'''

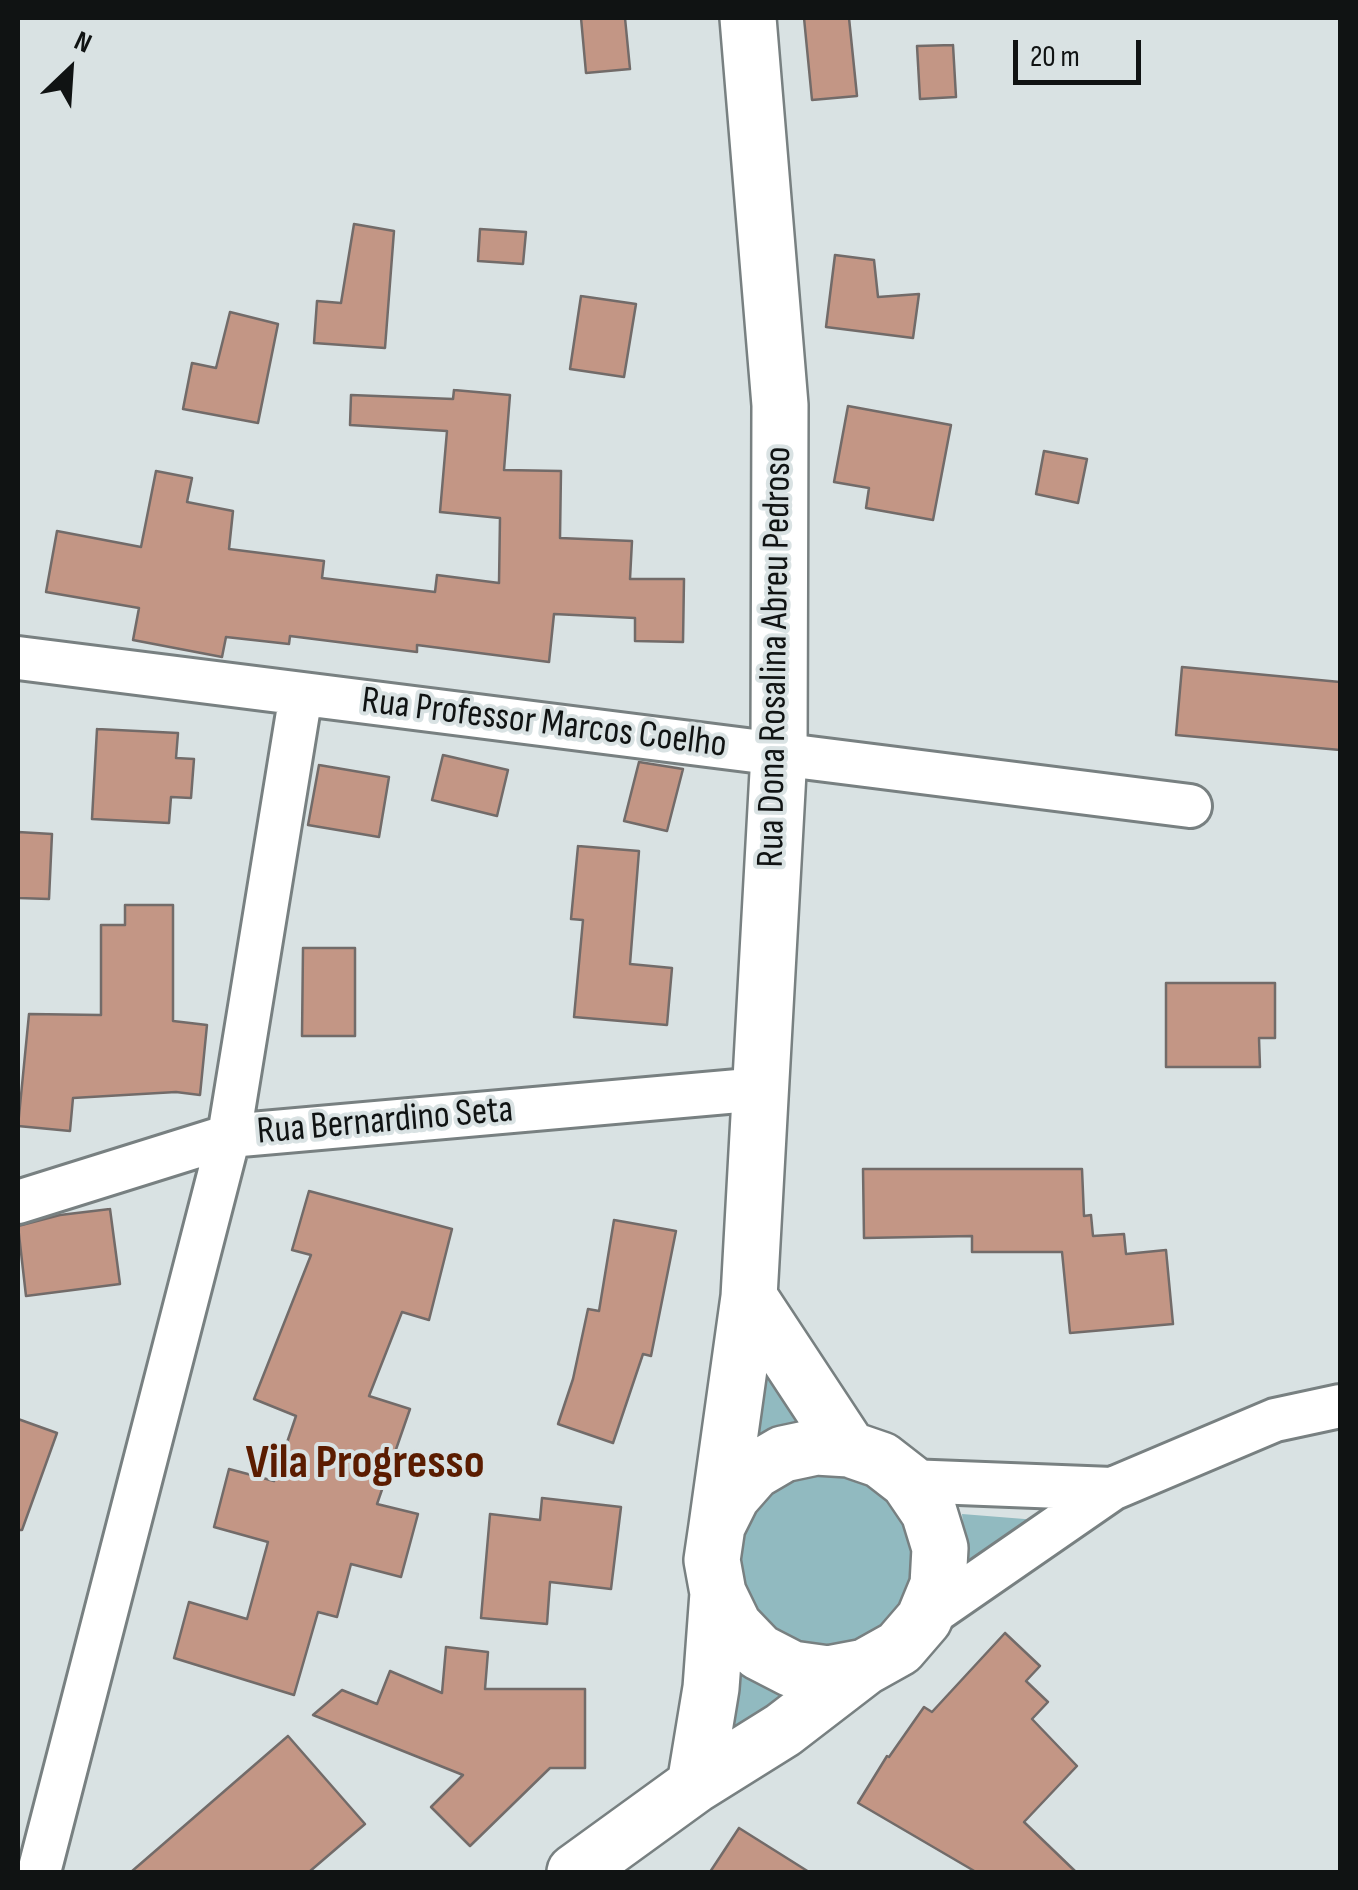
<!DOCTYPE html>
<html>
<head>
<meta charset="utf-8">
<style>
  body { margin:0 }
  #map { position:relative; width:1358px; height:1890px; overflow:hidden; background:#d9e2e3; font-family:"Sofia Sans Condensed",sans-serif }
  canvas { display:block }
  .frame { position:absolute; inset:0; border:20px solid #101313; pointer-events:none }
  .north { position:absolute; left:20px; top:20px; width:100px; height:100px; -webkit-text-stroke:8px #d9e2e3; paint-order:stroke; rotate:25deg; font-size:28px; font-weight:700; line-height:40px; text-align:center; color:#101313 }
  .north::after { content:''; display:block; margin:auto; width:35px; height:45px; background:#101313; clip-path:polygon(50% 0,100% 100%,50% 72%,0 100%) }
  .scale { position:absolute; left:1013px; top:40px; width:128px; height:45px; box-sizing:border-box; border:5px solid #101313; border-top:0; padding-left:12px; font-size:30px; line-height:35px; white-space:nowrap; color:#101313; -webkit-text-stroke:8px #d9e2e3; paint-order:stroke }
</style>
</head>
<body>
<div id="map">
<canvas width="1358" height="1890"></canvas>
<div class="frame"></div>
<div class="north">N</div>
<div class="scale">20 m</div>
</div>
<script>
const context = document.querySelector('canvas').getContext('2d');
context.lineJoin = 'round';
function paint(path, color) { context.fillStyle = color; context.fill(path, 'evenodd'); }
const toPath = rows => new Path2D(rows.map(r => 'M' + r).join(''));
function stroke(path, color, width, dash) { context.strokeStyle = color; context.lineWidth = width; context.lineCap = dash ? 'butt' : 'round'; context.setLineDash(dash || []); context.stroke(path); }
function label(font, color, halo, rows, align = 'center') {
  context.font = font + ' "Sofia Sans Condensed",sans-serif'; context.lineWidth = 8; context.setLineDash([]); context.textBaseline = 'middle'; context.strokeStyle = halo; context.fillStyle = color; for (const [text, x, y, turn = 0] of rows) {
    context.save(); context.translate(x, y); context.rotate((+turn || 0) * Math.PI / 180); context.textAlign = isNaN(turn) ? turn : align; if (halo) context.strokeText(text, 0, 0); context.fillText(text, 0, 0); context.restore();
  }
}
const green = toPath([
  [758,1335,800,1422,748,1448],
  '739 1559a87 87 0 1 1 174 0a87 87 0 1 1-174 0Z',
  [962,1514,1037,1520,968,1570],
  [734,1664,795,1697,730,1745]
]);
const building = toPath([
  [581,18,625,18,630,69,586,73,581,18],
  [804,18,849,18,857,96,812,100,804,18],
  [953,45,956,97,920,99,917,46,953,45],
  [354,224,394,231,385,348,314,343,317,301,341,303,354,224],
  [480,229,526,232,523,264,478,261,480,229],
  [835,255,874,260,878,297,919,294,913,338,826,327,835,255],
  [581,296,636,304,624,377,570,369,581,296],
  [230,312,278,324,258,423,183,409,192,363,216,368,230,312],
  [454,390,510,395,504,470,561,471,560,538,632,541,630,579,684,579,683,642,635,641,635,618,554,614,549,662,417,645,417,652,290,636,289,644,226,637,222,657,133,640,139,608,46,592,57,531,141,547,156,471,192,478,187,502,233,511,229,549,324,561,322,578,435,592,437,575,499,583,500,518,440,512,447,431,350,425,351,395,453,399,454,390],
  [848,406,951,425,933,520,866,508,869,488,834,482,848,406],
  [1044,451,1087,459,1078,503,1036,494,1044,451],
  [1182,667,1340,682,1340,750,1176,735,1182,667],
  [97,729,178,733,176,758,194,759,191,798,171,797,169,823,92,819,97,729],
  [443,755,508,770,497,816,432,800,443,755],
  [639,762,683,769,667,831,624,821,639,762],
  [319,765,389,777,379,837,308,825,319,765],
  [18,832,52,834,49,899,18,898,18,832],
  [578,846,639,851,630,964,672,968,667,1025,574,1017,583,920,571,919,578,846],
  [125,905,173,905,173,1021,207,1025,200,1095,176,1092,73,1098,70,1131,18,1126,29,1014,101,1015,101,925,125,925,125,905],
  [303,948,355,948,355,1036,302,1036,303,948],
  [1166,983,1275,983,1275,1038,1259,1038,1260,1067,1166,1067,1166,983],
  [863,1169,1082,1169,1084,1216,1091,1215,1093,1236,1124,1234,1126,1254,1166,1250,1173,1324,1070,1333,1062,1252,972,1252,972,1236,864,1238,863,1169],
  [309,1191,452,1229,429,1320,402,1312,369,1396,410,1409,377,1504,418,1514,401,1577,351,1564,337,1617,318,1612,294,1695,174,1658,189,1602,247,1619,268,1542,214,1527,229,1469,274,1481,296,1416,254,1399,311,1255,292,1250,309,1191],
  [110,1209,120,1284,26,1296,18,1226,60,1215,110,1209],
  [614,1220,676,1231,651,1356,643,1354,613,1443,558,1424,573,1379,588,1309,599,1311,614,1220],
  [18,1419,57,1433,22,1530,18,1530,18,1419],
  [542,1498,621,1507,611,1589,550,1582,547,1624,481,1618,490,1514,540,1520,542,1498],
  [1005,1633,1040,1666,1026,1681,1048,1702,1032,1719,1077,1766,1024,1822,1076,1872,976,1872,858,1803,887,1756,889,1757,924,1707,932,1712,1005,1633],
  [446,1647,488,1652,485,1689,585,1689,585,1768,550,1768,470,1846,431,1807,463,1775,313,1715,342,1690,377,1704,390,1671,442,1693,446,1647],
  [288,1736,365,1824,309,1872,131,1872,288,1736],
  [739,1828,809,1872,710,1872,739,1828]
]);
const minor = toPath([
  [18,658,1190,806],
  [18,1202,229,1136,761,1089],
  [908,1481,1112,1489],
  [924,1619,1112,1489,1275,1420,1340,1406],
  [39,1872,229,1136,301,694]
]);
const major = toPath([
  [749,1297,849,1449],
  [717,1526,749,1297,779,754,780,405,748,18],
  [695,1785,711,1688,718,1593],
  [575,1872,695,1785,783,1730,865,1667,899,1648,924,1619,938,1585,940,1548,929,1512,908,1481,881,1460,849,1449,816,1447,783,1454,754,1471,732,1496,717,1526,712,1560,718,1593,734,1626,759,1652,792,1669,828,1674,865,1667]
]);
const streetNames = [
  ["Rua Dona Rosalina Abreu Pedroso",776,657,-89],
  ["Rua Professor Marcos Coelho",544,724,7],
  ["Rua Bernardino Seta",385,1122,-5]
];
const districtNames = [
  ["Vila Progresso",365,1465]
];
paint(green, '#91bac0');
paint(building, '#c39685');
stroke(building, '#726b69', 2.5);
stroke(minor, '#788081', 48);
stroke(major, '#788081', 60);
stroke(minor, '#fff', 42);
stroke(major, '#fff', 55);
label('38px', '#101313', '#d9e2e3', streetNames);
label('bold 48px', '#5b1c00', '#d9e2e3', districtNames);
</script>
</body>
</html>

'''

=== PROMPT ===
Search the lines above for the string "canvas", then show every one that has it.

=== FINAL ANSWER ===
  canvas { display:block }
<canvas width="1358" height="1890"></canvas>
const context = document.querySelector('canvas').getContext('2d');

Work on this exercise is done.